◆ **Task brief**: Starting with the line that has "strokePath(highway, '#fbd7e3', 18);", retype each line down to the end of the entries below, without leaving any out or adding any.

[Task inputs Boundary: Start]

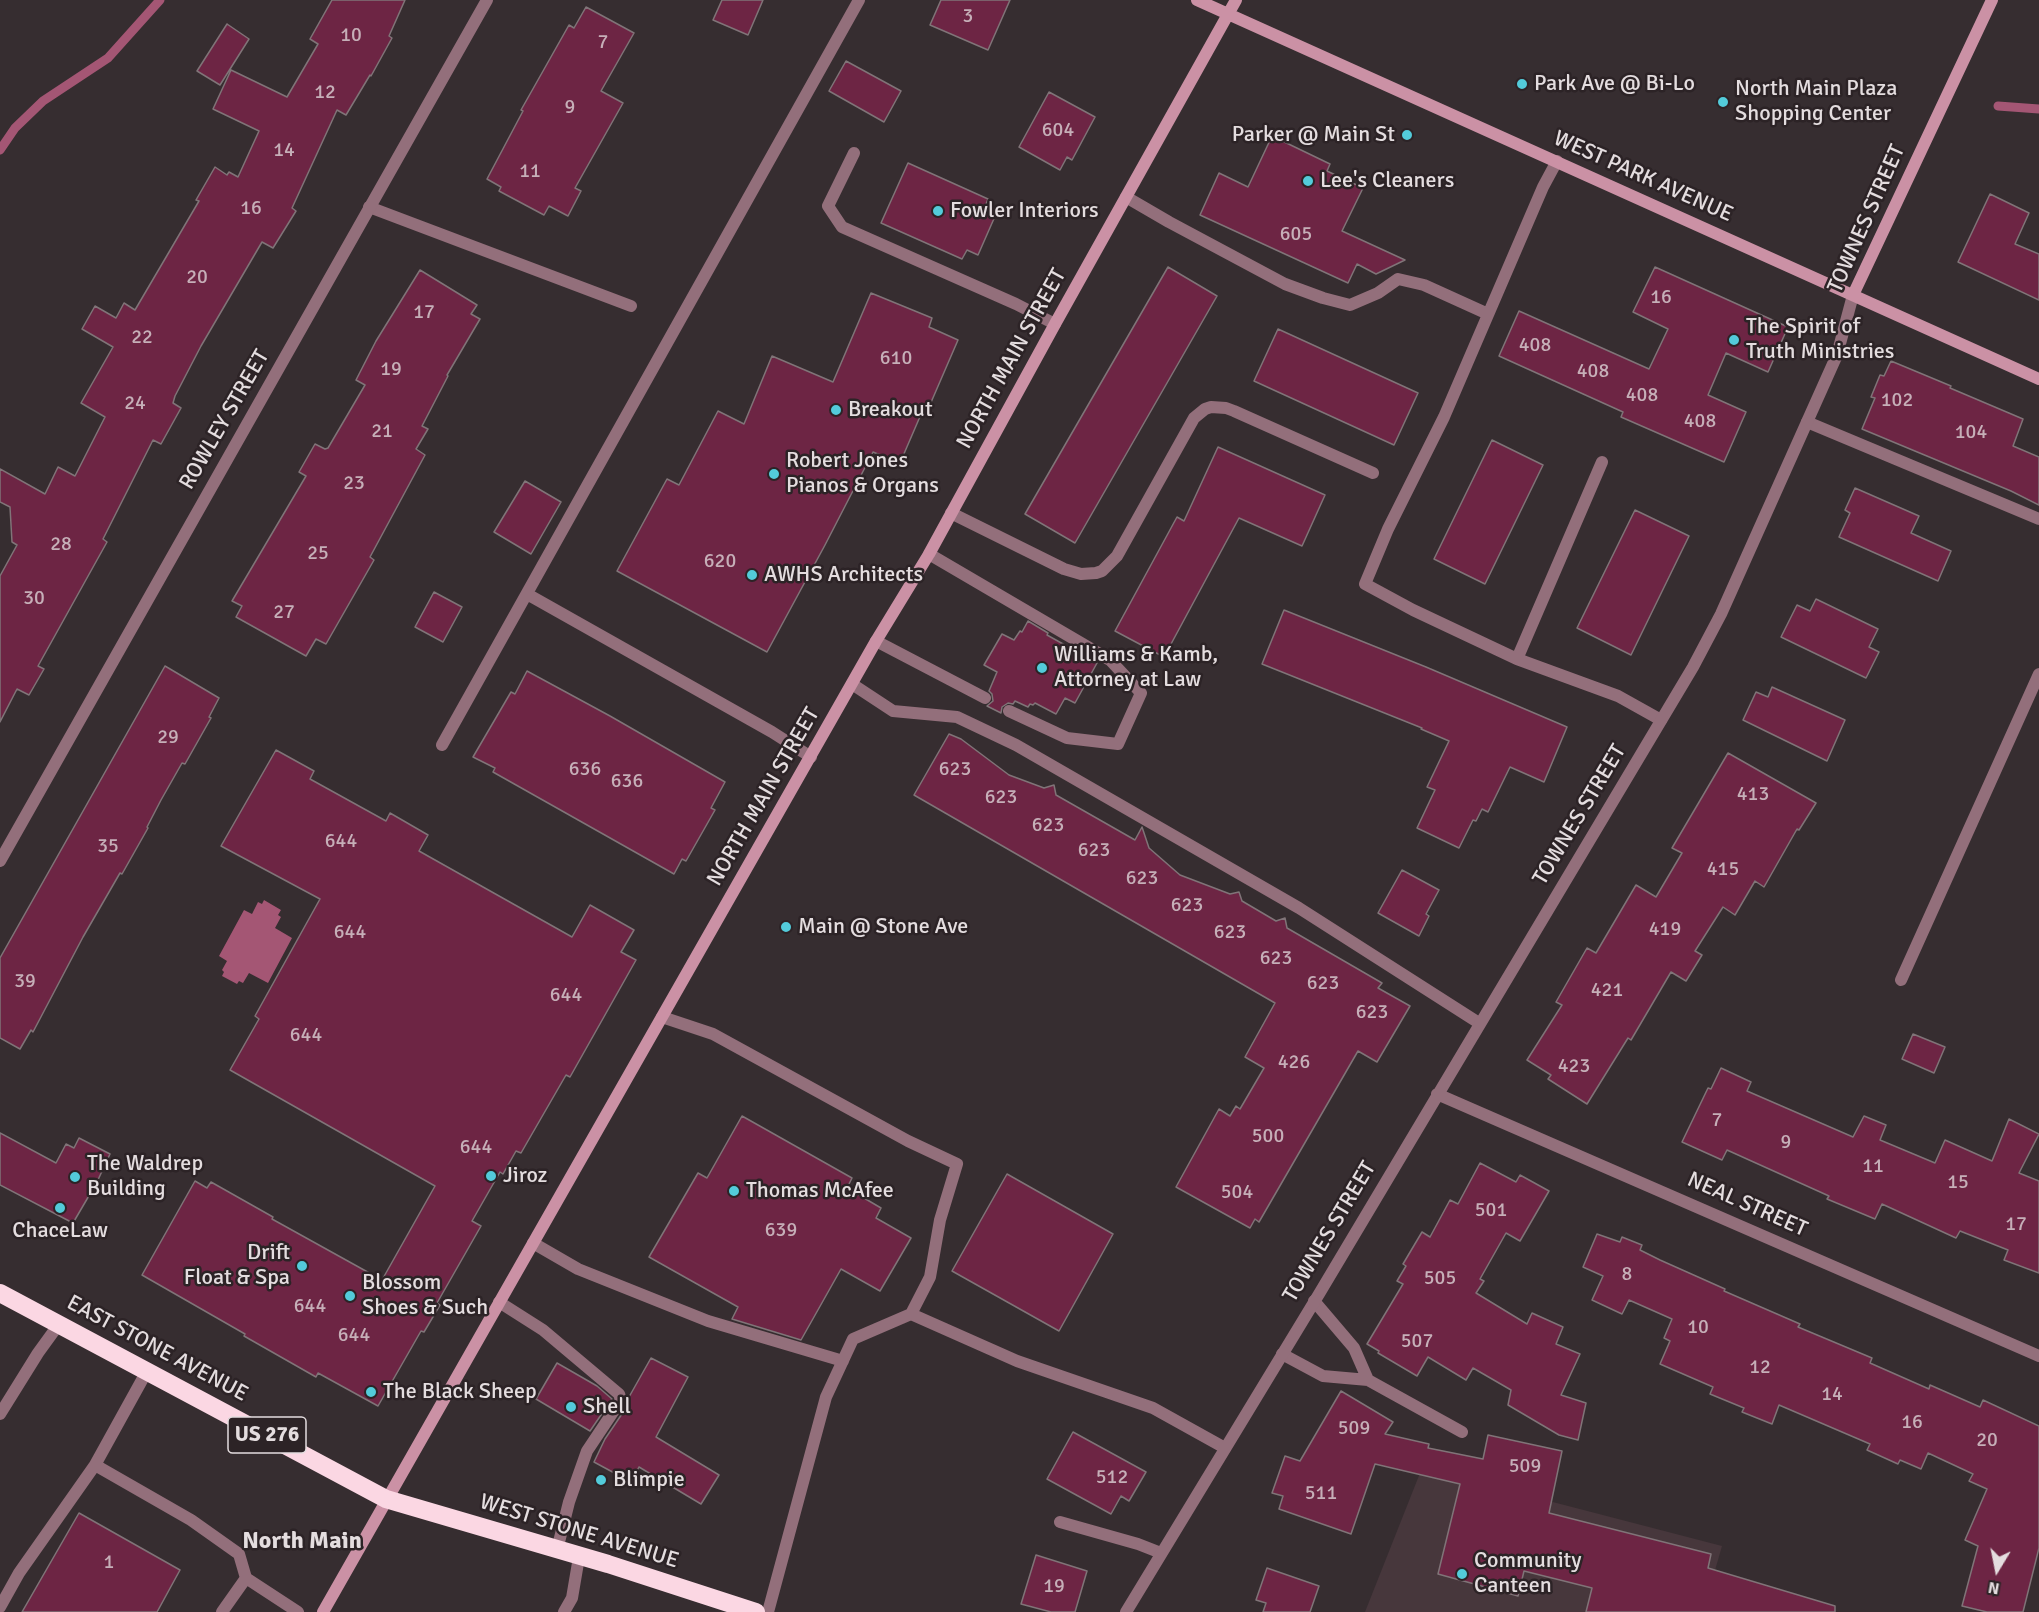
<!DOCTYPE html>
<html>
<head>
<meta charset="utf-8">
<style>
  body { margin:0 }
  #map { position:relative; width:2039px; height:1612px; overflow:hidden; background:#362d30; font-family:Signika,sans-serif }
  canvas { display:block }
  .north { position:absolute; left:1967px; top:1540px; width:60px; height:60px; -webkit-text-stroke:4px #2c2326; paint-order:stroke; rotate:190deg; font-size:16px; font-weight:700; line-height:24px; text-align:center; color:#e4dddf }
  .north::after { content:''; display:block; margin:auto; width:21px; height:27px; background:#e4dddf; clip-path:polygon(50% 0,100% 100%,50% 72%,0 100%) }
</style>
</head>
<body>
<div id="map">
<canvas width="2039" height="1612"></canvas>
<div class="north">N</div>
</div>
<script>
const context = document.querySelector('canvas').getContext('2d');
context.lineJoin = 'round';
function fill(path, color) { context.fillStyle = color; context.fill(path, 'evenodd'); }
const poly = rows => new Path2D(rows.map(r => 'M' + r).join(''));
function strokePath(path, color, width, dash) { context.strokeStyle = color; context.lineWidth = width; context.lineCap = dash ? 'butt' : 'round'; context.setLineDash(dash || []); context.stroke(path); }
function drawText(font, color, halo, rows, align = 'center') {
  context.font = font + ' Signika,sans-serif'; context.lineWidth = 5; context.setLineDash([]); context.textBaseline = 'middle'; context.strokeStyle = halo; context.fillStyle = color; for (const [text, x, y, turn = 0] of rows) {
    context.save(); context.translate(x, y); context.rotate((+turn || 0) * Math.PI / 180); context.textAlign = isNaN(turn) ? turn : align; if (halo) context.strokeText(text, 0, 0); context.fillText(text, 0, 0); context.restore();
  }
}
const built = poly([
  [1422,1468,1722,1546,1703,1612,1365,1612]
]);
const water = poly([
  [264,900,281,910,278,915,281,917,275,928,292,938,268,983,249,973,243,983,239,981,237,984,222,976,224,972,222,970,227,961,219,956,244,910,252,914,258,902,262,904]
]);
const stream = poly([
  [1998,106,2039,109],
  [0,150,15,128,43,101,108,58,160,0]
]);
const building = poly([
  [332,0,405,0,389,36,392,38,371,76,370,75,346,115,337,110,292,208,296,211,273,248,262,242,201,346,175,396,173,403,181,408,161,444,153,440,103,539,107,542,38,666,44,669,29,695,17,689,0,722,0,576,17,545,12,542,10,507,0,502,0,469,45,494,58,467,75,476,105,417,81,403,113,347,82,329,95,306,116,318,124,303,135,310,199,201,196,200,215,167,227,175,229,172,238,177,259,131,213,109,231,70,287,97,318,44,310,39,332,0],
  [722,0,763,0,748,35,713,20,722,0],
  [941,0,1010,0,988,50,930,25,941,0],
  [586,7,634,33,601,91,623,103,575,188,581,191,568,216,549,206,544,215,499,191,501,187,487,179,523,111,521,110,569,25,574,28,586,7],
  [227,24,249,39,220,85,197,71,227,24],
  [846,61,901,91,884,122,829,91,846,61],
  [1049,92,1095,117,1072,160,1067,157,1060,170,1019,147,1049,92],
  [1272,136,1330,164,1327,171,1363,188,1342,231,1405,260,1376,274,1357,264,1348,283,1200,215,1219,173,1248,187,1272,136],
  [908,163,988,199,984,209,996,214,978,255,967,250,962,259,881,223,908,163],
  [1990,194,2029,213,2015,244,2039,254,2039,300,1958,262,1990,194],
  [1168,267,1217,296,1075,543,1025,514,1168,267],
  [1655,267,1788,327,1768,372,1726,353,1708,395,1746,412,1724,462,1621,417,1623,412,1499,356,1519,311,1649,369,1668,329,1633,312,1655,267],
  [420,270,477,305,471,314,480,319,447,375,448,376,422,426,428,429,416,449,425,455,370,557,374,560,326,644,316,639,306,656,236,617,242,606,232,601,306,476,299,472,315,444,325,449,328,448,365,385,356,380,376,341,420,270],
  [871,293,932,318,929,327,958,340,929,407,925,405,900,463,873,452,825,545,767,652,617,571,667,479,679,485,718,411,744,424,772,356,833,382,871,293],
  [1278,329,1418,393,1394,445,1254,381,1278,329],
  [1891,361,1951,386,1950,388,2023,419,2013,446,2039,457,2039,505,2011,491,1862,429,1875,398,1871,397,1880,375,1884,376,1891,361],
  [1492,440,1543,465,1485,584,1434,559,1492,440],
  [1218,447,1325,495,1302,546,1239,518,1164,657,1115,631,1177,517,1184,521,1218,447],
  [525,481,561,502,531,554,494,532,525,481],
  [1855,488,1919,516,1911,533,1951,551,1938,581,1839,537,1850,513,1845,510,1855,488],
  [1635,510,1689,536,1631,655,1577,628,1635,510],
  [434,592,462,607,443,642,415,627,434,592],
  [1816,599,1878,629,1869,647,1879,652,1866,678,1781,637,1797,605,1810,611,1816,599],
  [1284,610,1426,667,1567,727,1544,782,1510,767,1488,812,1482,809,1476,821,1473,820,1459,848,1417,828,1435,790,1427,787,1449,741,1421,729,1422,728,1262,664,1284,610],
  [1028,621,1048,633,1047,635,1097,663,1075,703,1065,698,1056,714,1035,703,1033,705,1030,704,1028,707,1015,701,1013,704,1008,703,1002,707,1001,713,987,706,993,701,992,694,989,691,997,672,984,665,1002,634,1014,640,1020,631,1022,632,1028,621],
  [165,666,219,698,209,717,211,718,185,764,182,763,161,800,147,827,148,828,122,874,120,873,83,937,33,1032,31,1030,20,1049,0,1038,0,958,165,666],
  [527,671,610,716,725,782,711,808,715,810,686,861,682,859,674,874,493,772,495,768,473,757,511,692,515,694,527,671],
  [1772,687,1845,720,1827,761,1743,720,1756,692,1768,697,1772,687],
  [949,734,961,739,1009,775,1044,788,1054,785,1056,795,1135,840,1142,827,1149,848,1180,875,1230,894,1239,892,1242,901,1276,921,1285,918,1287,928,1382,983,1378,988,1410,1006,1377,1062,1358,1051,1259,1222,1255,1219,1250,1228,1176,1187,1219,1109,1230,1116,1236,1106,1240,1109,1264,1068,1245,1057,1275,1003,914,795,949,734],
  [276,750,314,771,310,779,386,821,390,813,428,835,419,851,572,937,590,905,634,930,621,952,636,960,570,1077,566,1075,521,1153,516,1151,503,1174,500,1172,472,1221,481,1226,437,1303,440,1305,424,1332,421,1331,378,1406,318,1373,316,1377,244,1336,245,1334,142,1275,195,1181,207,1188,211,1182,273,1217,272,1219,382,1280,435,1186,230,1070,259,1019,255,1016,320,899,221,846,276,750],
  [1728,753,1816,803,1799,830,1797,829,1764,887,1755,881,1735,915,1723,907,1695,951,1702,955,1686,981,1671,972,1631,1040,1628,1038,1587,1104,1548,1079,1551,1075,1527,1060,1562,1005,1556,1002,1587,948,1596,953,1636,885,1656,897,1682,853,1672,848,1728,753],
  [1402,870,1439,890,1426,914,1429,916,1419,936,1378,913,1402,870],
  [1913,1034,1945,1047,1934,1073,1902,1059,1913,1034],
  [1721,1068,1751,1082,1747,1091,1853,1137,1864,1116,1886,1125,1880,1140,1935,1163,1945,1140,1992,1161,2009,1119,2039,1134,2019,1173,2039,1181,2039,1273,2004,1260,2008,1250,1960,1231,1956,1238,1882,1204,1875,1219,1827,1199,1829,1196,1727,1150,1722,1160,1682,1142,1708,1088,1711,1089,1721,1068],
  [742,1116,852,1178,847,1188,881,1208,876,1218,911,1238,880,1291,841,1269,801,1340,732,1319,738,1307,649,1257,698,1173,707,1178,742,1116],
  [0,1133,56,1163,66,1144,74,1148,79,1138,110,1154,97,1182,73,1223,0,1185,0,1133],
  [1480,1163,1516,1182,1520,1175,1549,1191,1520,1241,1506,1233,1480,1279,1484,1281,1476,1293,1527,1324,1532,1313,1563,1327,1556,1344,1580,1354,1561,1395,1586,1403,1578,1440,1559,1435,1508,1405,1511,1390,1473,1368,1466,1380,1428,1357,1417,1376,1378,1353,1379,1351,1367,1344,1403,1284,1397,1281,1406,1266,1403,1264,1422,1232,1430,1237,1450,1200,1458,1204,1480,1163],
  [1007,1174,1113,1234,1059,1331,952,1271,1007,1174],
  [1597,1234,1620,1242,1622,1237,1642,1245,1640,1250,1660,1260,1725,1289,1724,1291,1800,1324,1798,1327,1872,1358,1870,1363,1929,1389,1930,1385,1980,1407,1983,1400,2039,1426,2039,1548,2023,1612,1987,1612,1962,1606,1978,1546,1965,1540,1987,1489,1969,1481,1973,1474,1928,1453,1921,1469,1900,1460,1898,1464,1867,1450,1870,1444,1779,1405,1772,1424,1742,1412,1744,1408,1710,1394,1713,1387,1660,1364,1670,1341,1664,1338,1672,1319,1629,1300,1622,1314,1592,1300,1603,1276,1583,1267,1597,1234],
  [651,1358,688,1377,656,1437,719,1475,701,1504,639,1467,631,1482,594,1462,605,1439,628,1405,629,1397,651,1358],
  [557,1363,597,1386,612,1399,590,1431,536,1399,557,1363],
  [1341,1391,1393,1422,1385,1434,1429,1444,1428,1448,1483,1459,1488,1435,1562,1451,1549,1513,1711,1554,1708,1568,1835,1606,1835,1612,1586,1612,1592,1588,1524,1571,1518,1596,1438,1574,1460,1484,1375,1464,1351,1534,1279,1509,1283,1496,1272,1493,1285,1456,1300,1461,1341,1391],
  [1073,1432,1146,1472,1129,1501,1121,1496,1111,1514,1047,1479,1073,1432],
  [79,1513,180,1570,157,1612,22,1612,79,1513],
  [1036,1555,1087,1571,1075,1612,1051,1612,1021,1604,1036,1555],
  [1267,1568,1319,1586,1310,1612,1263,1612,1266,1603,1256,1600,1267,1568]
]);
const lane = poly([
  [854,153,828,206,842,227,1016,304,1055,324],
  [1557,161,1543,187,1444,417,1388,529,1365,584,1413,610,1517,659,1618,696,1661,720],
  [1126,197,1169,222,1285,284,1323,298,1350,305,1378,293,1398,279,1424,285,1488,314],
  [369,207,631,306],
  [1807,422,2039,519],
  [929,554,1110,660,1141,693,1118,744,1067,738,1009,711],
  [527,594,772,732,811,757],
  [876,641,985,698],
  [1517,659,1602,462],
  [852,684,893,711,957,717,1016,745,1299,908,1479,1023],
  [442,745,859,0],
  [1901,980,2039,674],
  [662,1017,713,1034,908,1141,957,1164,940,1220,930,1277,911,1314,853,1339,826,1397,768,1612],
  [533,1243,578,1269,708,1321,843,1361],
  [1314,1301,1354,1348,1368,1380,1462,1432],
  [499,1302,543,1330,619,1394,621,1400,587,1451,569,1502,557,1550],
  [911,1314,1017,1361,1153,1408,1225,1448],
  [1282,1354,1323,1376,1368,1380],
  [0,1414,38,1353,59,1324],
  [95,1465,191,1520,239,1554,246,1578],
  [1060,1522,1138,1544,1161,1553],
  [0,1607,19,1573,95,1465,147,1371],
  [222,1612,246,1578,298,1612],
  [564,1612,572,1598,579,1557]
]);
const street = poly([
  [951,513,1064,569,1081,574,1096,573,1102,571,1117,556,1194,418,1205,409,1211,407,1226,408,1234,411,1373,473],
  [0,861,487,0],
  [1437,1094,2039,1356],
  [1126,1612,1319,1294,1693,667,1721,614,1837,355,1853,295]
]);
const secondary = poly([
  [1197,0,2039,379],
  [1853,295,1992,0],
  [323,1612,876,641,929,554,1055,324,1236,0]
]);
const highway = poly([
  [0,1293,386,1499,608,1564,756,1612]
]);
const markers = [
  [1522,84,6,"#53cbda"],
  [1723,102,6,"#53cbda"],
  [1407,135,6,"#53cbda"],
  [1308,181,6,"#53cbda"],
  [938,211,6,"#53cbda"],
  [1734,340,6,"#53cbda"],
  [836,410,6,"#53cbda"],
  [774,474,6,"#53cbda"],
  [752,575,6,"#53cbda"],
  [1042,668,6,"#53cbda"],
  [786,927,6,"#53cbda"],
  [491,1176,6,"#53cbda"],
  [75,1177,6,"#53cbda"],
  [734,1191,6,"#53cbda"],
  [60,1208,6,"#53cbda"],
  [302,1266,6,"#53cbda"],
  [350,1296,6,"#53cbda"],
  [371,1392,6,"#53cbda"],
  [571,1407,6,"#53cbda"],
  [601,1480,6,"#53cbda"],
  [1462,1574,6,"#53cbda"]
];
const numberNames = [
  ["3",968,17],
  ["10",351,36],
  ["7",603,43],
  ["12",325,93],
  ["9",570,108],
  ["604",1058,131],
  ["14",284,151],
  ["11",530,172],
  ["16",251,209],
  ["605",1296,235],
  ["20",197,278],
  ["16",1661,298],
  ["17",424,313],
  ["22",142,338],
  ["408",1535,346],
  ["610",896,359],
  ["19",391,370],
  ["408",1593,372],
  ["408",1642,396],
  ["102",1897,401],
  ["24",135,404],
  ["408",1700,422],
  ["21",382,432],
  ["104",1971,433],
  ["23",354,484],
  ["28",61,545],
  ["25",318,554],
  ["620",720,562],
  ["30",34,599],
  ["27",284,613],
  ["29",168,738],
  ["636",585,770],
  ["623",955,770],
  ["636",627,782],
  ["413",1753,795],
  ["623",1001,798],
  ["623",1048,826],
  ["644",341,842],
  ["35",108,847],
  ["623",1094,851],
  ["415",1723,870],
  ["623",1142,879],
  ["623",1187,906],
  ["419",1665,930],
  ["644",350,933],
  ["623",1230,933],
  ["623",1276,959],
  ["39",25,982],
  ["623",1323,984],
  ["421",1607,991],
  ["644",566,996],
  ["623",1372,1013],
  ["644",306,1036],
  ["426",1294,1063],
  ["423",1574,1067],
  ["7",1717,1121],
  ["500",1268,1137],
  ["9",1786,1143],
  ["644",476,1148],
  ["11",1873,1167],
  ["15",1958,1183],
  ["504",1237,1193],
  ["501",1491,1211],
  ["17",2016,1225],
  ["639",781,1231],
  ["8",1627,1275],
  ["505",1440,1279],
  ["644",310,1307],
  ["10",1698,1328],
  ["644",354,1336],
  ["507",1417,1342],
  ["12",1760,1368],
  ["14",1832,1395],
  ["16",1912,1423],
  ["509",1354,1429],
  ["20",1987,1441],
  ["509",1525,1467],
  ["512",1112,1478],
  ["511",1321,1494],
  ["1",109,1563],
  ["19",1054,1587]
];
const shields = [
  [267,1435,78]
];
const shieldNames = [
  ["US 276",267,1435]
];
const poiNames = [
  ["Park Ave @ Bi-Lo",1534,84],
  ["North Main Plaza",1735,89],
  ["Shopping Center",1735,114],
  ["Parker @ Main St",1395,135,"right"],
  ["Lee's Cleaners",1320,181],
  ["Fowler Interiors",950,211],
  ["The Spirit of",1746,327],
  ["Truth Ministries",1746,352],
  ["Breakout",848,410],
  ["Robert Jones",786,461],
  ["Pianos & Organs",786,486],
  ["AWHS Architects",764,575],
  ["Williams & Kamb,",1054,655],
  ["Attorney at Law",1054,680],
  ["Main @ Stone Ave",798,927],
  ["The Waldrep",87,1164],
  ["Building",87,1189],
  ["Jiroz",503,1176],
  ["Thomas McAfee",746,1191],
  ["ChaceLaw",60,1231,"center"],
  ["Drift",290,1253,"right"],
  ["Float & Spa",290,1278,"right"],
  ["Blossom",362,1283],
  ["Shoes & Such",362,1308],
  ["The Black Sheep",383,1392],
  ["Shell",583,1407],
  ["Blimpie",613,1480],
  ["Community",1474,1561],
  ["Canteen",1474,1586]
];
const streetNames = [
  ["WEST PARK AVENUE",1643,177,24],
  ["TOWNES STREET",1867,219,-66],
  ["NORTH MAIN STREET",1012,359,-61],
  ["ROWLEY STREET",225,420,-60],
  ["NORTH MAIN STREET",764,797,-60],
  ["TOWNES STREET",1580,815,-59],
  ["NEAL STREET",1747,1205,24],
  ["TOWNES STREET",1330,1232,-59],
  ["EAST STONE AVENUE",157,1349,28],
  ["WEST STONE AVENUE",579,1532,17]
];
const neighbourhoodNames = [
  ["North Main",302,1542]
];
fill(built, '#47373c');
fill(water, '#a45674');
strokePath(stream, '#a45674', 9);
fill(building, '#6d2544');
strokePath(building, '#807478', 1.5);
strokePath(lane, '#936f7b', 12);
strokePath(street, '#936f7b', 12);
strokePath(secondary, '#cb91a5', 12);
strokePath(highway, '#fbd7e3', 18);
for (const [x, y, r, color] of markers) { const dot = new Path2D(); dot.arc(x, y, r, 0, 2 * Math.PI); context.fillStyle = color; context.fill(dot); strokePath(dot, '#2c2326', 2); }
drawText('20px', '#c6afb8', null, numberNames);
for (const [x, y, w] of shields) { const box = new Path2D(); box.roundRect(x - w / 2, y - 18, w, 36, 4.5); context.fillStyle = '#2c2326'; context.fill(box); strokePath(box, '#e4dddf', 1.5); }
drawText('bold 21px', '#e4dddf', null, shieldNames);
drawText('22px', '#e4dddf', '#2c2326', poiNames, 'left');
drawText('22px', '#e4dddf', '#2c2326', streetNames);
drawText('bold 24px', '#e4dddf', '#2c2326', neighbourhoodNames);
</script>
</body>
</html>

[Task inputs Boundary: End]

◆ **Written answer**:
strokePath(highway, '#fbd7e3', 18);
for (const [x, y, r, color] of markers) { const dot = new Path2D(); dot.arc(x, y, r, 0, 2 * Math.PI); context.fillStyle = color; context.fill(dot); strokePath(dot, '#2c2326', 2); }
drawText('20px', '#c6afb8', null, numberNames);
for (const [x, y, w] of shields) { const box = new Path2D(); box.roundRect(x - w / 2, y - 18, w, 36, 4.5); context.fillStyle = '#2c2326'; context.fill(box); strokePath(box, '#e4dddf', 1.5); }
drawText('bold 21px', '#e4dddf', null, shieldNames);
drawText('22px', '#e4dddf', '#2c2326', poiNames, 'left');
drawText('22px', '#e4dddf', '#2c2326', streetNames);
drawText('bold 24px', '#e4dddf', '#2c2326', neighbourhoodNames);
</script>
</body>
</html>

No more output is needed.